Unfortunately, “Pusher Love Girl” proved to be a tease. Though it has its moments, “The 20/20 Experience” ultimately is a slight disappointment.
The biggest problem here is that Timberlake fails to captivate. Outside of the opening song, it’s unlikely any of the songs here will become seminal moments in pop in the vein of his previous efforts. You won’t find “SexyBack” or “Cry Me a River” here, though he does try.
Following “Pusher Love Girl” is single “Suit and Tie,” which has been all over the airwaves lately. It’s even the focal point of the album’s advertising campaign. Many critics noted the song fell short of expectations. It’s worth mentioning it’s a great follow-up to the premise of the opener, so it isn’t as glaringly underwhelming here.
He follows up with “Don’t Hold the Wall,” a club joint that has a good chance of being the next single. It has a unique, Middle Eastern-flavored beat, and for a while it’s enjoyable. But it suffers from a trait shared by many of the songs on the album: an excessively-long runtime.
Despite having 10 songs, the album is more than 70 minutes long. As a comparison, Frank Ocean’s acclaimed debut “Channel Orange” clocked in at 55 minutes. The shortest track on “The 20/20 Experience”, “That Girl,” clocks in at 4:47. “Don’t Hold the Wall” checks out after 7:10 minutes. Several other songs approach 8 minutes in length.
Yes, this is a long ride.
Many of the songs on “The 20/20 Experience” have their own concept. Some songs explore the soulful sounds of the ‘70s, other songs are almost quiet-storm like in their subtlety. Nearly all of them overstay their welcome.

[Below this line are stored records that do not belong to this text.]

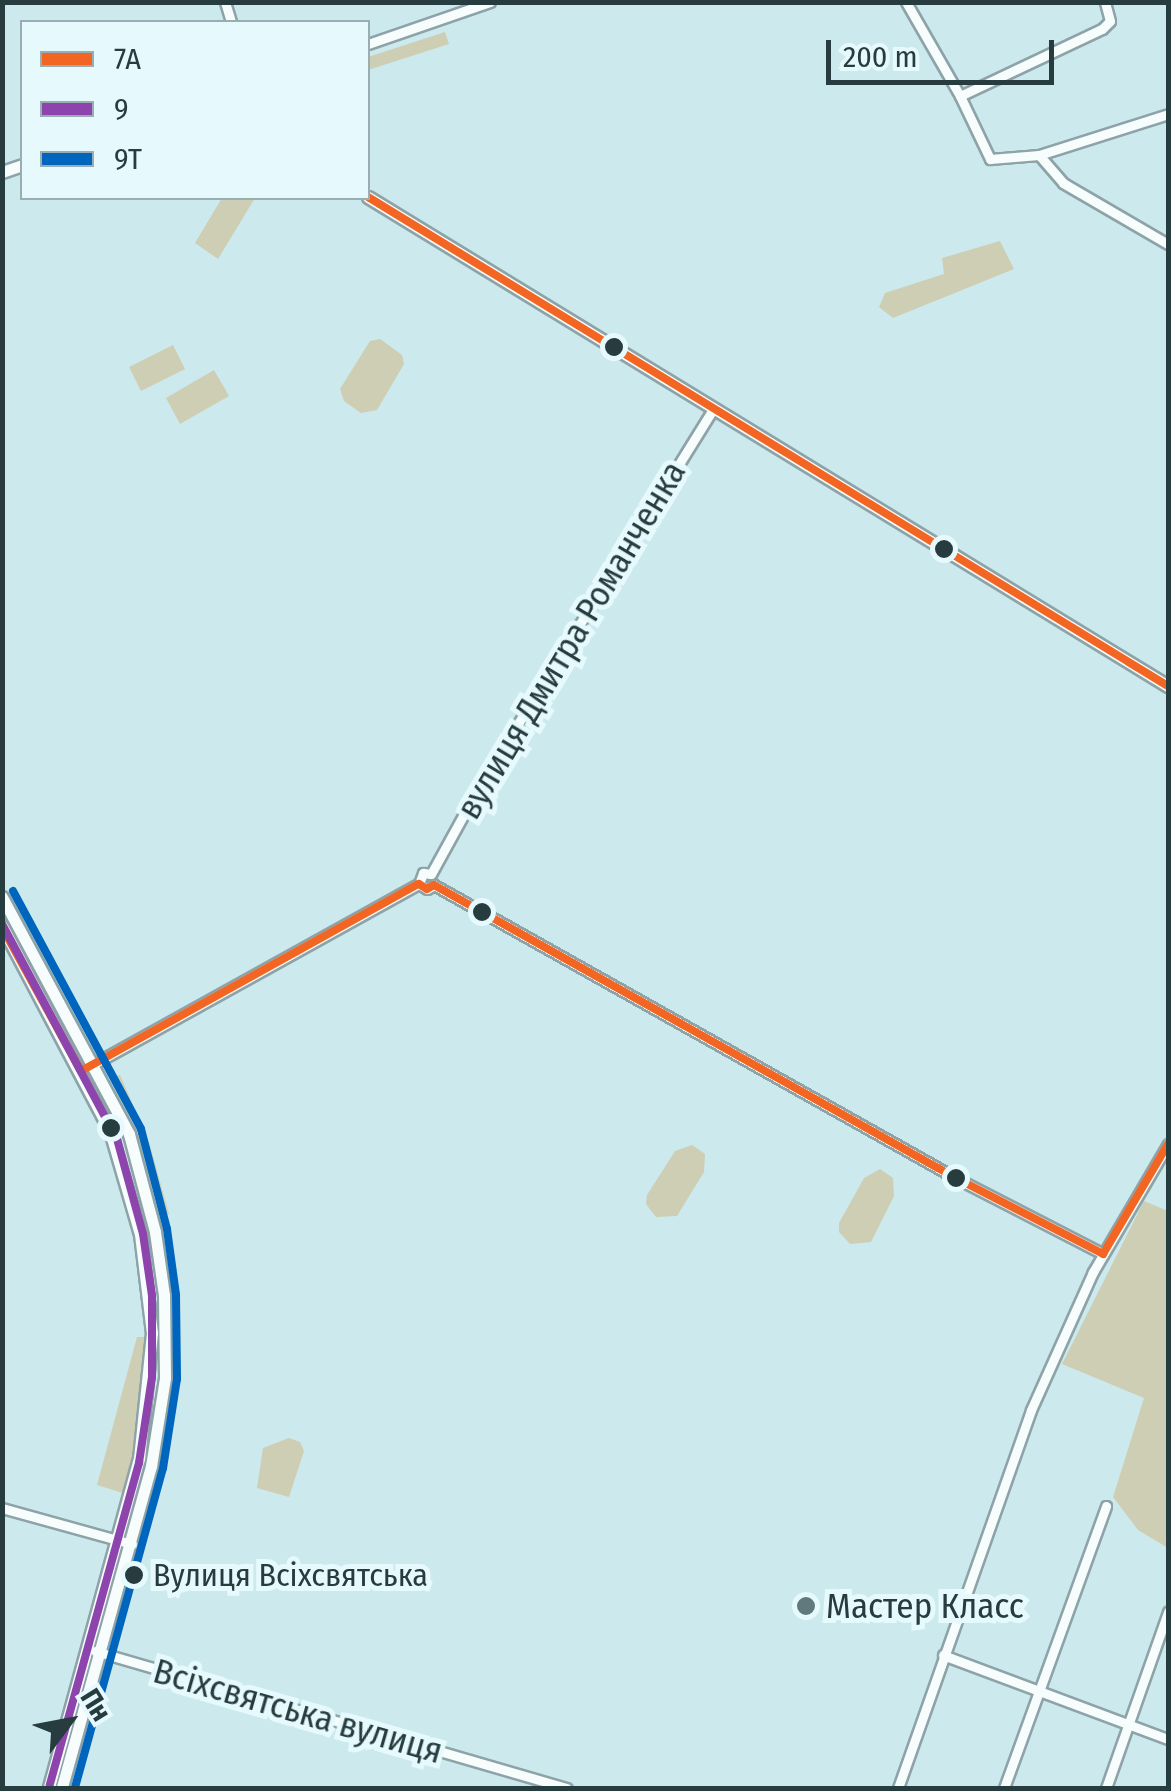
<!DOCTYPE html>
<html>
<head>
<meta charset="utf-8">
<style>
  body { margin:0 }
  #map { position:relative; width:1171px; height:1791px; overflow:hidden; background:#cce9ee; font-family:"Fira Sans Condensed",sans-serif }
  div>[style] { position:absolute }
  .green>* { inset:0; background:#cdceb3 }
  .roads { filter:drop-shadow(2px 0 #8da3a7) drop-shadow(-2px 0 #8da3a7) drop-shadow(0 2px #8da3a7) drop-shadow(0 -2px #8da3a7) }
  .minor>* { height:9px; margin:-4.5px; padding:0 4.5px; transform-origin:4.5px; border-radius:4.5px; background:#f7fcfc }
  .major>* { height:11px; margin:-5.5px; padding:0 5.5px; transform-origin:5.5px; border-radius:5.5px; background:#f7fcfc }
  .bus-1>* { height:8px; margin:-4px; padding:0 4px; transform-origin:4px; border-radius:4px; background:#f26522 }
  .bus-2>* { height:8px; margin:-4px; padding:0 4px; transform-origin:4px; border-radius:4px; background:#8e44ad }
  .bus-3>* { height:8px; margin:-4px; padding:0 4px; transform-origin:4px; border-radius:4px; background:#0065bd }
  .dots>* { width:28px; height:28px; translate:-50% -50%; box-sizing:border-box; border:5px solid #e6fafe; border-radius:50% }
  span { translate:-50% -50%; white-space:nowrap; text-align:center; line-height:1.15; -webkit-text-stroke:10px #e6fafe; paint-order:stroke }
  .bus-label { font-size:32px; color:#263c3f }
  .left { translate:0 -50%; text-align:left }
  .street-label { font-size:35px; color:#263c3f }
  .poi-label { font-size:35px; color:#263c3f }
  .frame { position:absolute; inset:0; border:5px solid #263c3f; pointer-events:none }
  .legend { position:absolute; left:20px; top:20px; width:350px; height:180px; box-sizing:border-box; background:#e6fafe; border:2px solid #99aeb2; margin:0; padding:12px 18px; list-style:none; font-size:30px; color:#263c3f }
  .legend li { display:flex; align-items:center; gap:20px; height:50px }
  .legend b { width:50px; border:2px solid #99aeb2 }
  .north { position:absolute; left:20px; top:1671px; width:100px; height:100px; -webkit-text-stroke:8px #e6fafe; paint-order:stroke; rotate:58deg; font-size:28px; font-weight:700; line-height:40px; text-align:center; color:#263c3f }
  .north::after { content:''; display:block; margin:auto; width:35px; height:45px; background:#263c3f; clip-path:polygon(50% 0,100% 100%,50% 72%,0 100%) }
  .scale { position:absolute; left:826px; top:40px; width:228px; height:45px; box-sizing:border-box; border:5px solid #263c3f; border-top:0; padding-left:12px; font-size:30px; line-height:35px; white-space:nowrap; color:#263c3f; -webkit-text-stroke:8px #e6fafe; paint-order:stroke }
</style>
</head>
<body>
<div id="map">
  <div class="green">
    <div style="clip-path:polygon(445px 32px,449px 44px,368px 70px,368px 57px)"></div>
    <div style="clip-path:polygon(222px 198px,255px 198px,218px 259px,195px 243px)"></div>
    <div style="clip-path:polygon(1000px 241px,1014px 269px,893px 318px,879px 307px,885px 293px,944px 274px,942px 258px)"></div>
    <div style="clip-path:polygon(380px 339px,402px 355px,404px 364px,377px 410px,361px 413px,344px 401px,340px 389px,370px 341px)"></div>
    <div style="clip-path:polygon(173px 345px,185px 369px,141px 391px,129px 367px)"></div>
    <div style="clip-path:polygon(214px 370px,229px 396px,180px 424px,166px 398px)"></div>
    <div style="clip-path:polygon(120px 1075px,149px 1142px,169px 1214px,165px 1215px,162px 1201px,155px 1197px,134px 1126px,110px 1078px)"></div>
    <div style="clip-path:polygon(692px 1145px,705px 1154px,704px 1172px,677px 1216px,656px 1217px,646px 1204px,647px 1195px,675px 1151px)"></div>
    <div style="clip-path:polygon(880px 1169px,893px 1178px,894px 1196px,871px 1242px,850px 1244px,839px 1232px,839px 1223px,864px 1178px)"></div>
    <div style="clip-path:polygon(1144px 1201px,1168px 1211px,1168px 1548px,1138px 1530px,1113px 1497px,1144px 1398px,1062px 1364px)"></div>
    <div style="clip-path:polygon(137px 1337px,145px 1337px,140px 1422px,123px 1493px,97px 1485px)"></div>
    <div style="clip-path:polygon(289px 1438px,300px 1442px,304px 1451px,289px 1497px,257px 1488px,263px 1448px)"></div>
  </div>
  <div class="roads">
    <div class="minor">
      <div style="left:225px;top:2px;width:21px;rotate:73deg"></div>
      <div style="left:906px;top:2px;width:108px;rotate:60.1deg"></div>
      <div style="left:960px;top:96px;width:70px;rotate:64.5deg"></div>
      <div style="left:990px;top:159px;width:49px;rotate:-4.7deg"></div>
      <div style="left:1039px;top:155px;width:37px;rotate:49deg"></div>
      <div style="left:1063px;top:183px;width:121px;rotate:30.2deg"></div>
      <div style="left:368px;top:44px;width:129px;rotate:-19deg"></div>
      <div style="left:960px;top:96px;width:157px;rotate:-25.3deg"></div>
      <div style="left:1102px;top:29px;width:11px;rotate:-45deg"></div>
      <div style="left:1110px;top:21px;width:20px;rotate:-105deg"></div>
      <div style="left:1039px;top:155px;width:135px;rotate:-17.6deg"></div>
      <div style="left:431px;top:874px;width:102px;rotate:-61.2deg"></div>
      <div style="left:480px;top:785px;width:442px;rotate:-58.2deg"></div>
      <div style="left:419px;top:884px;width:9px;rotate:32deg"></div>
      <div style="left:427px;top:889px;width:8px;rotate:-30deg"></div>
      <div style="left:434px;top:885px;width:596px;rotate:29.32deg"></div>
      <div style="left:954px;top:1177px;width:168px;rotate:27.3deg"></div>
      <div style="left:90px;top:1066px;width:376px;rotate:-29deg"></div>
      <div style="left:419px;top:884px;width:12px;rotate:-70deg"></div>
      <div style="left:423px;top:873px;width:8px;rotate:7deg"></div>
      <div style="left:2px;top:1508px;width:135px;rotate:15.5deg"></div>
      <div style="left:95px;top:1651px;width:491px;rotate:16.2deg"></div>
      <div style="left:943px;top:1655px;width:240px;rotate:20.5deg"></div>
      <div style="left:898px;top:1788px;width:401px;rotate:-70.6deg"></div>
      <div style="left:1031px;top:1410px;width:151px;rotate:-65.8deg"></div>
      <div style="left:1093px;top:1272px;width:148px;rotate:-59.6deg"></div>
      <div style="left:1004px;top:1788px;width:300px;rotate:-70.1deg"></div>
      <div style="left:1106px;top:1788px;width:187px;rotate:-70.6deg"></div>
    </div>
    <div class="major">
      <div style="left:2px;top:172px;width:21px;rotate:-19deg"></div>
      <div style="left:368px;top:197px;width:938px;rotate:31.44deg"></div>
      <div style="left:2px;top:897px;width:269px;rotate:61.8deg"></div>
      <div style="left:129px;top:1134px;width:101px;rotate:75.1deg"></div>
      <div style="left:155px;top:1232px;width:64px;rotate:81.9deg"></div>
      <div style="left:164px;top:1295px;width:83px;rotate:89.3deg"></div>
      <div style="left:165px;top:1378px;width:89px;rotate:99deg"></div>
      <div style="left:151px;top:1466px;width:334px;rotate:105.5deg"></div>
      <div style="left:2px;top:926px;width:232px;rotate:62.2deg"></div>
      <div style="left:110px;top:1131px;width:107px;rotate:73.8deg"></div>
      <div style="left:140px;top:1234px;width:100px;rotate:83.1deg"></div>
      <div style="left:152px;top:1333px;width:126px;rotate:95.9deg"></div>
      <div style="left:139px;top:1458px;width:342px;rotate:105.3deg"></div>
    </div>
  </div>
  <div class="bus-1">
    <div style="left:368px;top:197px;width:938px;rotate:31.44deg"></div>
    <div style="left:2px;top:927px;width:164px;rotate:61.3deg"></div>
    <div style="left:81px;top:1071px;width:386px;rotate:-29deg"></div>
    <div style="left:419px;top:884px;width:9px;rotate:32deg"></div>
    <div style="left:427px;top:889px;width:8px;rotate:-30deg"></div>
    <div style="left:434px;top:885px;width:596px;rotate:29.32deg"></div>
    <div style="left:954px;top:1177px;width:168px;rotate:27.3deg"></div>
    <div style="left:1103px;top:1254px;width:128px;rotate:-59.4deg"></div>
  </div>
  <div class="bus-2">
    <div style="left:2px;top:924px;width:244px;rotate:61.9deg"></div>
    <div style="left:117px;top:1139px;width:98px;rotate:74.7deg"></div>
    <div style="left:143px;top:1234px;width:63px;rotate:81.7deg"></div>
    <div style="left:152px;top:1296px;width:81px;rotate:90deg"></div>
    <div style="left:152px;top:1377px;width:87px;rotate:98.6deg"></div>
    <div style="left:139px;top:1463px;width:334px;rotate:105.5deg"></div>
  </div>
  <div class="bus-3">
    <div style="left:13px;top:891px;width:270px;rotate:61.7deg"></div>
    <div style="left:141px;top:1129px;width:103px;rotate:75.4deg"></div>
    <div style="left:167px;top:1229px;width:67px;rotate:82.2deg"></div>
    <div style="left:176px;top:1295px;width:84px;rotate:89.3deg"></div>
    <div style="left:177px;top:1379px;width:90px;rotate:98.9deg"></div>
    <div style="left:163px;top:1468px;width:332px;rotate:105.4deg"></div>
  </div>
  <div class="dots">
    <div style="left:614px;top:347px;background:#263c3f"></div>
    <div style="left:944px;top:549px;background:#263c3f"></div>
    <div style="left:482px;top:912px;background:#263c3f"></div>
    <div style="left:111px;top:1128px;background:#263c3f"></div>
    <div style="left:956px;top:1178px;background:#263c3f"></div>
    <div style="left:134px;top:1575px;background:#263c3f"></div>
    <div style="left:806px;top:1606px;background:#60797c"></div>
  </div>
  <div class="bus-label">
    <span class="left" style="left:153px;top:1575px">Вулиця Всіхсвятська</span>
  </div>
  <div class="street-label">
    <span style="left:571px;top:640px;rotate:-59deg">вулиця Дмитра Романченка</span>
    <span style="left:298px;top:1711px;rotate:16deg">Всіхсвятська вулиця</span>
  </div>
  <div class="poi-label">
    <span class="left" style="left:826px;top:1606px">Мастер Класс</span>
  </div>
  <div class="frame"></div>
  <ul class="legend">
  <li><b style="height:12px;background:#f26522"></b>7А</li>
  <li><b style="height:12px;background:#8e44ad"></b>9</li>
  <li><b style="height:12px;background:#0065bd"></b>9Т</li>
  </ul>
  <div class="north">Пн</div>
  <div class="scale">200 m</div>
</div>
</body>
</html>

Perhaps the runtimes are what removed much of the enjoyment from the album. None of the songs are bad; in fact, many of them are good listens. But they don’t push the envelope enough, and the length of the songs exacerbates that.

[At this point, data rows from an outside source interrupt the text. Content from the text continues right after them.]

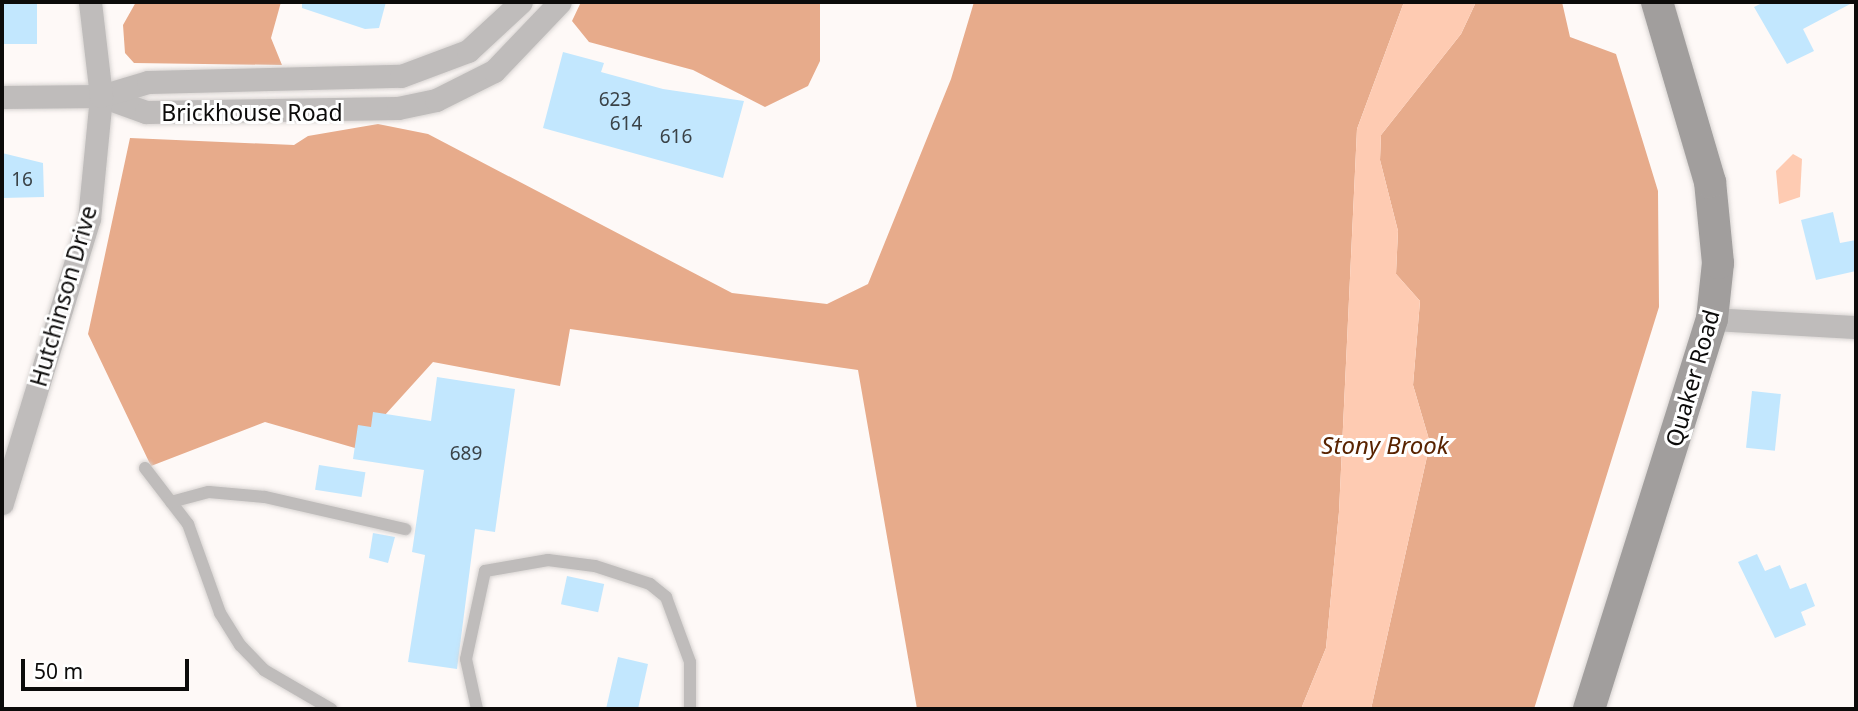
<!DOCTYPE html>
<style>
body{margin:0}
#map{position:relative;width:1858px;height:711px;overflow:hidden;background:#fef9f7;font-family:"Noto Sans",sans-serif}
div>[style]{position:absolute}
.forest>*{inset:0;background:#e7ab8b}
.water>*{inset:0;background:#fecbb2}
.building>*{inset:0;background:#c2e7fe;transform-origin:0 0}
.roads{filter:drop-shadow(0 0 2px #d7d3d1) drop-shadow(0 0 2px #d7d3d1)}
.lane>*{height:12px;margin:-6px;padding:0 6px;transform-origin:6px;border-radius:6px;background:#bfbcbb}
.street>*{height:23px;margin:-11.5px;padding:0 11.5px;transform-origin:11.5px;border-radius:11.5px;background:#bfbcbb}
.secondary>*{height:32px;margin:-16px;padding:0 16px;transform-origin:16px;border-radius:16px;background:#a19e9d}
span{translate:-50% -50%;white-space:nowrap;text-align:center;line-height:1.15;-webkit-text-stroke:6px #fff;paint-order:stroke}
.number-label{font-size:19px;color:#3a4247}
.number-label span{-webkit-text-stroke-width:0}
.street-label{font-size:23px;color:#0c0b0a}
.water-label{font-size:24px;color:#592300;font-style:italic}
.frame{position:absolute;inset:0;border:4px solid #0c0b0a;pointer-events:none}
.scale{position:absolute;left:21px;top:659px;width:168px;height:32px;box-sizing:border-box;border:4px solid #0c0b0a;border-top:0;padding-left:9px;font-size:21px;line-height:24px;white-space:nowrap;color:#0c0b0a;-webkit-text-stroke:5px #fff;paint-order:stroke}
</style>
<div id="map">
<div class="forest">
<div style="clip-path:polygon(136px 2px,281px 2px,271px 38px,282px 65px,134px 63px,125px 53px,123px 25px)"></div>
<div style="clip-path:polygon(581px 2px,820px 2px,820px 61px,808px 86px,765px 107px,693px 70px,589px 42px,572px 21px)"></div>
<div style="clip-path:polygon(974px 2px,1404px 2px,1357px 129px,1339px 512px,1326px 648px,1301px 709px,917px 709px,858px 370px,570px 329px,560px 386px,433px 362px,355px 448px,265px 422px,151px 466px,88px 334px,130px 138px,294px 145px,308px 136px,378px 124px,428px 134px,732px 293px,827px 304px,868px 284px,951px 79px)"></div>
<div style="clip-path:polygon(1476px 2px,1562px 2px,1570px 37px,1616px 54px,1658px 191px,1659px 307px,1534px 709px,1371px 709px,1430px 443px,1413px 385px,1420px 301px,1396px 274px,1398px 231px,1380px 160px,1381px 135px,1461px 34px)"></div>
</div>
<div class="water">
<div style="clip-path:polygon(1404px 2px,1476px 2px,1461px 34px,1381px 135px,1380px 160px,1398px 231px,1396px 274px,1420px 301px,1413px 385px,1430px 443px,1371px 709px,1301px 709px,1326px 648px,1339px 512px,1357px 129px)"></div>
<div style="clip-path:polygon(1793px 154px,1802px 159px,1800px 197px,1779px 204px,1776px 171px)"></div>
</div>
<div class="building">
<div style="left:2px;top:2px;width:35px;height:42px"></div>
<div style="clip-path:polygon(302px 2px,386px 2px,379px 28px,365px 29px,302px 8px)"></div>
<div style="clip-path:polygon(1764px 2px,1854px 2px,1803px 29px,1814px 51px,1787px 64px,1754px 7px)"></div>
<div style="clip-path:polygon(563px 52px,604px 63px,601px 72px,663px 89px,744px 101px,723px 178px,543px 128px)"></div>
<div style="clip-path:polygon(2px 153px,43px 163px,44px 197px,2px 198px)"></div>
<div style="clip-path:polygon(1833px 212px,1840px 243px,1856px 240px,1856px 271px,1816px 280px,1801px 220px)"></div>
<div style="clip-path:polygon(437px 377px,515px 389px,495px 532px,475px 529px,457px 669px,408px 662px,425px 555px,412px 552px,424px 470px,353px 459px,358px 425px,371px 427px,373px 412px,431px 421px)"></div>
<div style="left:1752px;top:391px;width:29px;height:57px;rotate:6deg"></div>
<div style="left:319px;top:465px;width:47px;height:25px;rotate:9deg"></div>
<div style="clip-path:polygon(373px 533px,395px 537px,388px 563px,369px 558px)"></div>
<div style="clip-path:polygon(1757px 554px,1765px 571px,1780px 565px,1790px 589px,1806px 583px,1815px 606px,1801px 612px,1806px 625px,1775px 638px,1738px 562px)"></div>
<div style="left:567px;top:576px;width:38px;height:29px;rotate:12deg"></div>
<div style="clip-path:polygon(618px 657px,648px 664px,638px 709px,606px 709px)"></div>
</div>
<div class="roads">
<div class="lane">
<div style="left:145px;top:468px;width:71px;rotate:52.5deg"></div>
<div style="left:188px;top:524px;width:95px;rotate:70.2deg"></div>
<div style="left:220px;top:613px;width:38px;rotate:58deg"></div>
<div style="left:240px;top:645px;width:35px;rotate:46deg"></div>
<div style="left:264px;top:670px;width:78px;rotate:30.2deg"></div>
<div style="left:171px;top:502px;width:39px;rotate:-15deg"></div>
<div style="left:209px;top:492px;width:56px;rotate:5.1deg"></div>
<div style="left:265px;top:497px;width:144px;rotate:12.9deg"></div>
<div style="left:477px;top:709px;width:51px;rotate:-102.4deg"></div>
<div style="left:466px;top:659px;width:90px;rotate:-77.8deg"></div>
<div style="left:485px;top:571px;width:64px;rotate:-9.9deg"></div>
<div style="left:548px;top:560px;width:47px;rotate:7.3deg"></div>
<div style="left:595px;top:566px;width:58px;rotate:18.1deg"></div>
<div style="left:650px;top:584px;width:21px;rotate:39deg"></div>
<div style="left:666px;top:597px;width:69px;rotate:69.7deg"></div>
<div style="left:690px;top:662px;width:47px;rotate:90deg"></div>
</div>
<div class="street">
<div style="left:101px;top:96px;width:48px;rotate:19.6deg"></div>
<div style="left:146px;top:112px;width:252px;rotate:-0.9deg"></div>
<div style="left:398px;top:108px;width:39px;rotate:-12deg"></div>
<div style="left:436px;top:100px;width:65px;rotate:-26.6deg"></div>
<div style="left:494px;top:71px;width:95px;rotate:-46.3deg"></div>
<div style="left:2px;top:97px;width:99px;rotate:-0.6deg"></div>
<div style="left:101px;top:96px;width:49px;rotate:-16.6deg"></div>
<div style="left:148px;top:82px;width:253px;rotate:-1.4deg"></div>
<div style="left:401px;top:76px;width:72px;rotate:-20.5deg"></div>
<div style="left:468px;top:51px;width:72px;rotate:-42.8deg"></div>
<div style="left:1712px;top:319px;width:144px;rotate:3.2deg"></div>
<div style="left:2px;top:503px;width:297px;rotate:-73deg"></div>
<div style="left:89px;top:219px;width:124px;rotate:-84.4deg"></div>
<div style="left:101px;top:96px;width:95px;rotate:-96.7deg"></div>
</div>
<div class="secondary">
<div style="left:1589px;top:709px;width:409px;rotate:-72.5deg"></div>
<div style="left:1712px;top:319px;width:56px;rotate:-83.9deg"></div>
<div style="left:1718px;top:263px;width:81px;rotate:-95.6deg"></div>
<div style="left:1710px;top:182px;width:188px;rotate:-106.4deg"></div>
</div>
</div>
<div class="number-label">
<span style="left:615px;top:100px">623</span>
<span style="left:626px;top:124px">614</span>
<span style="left:676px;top:137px">616</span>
<span style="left:22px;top:180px">16</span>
<span style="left:466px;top:454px">689</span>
</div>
<div class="street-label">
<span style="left:252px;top:112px">Brickhouse Road</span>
<span style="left:63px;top:296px;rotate:-74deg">Hutchinson Drive</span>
<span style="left:1692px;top:378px;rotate:-74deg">Quaker Road</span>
</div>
<div class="water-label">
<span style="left:1385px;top:445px">Stony Brook</span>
</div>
<div class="frame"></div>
<div class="scale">50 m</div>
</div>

Perhaps Timberlake wanted to separate his album from the flurry of Euro-pop dance hits that have dominated the radio in recent years. In this case, he succeeds. “The 20/20 Experience” is one of the most original pop efforts in years. But he relished the uniqueness of his effort, and in turn, undermines his own accomplishment.
The top songs on the album are “Pusher Love Girl,” “Don’t Hold the Wall,” “Strawberry Bubblegum” and “That Girl,” a Motown-esque throwback. If you trim the length of the songs yourself (read: skip after boredom sets in), there’s a lot to enjoy here.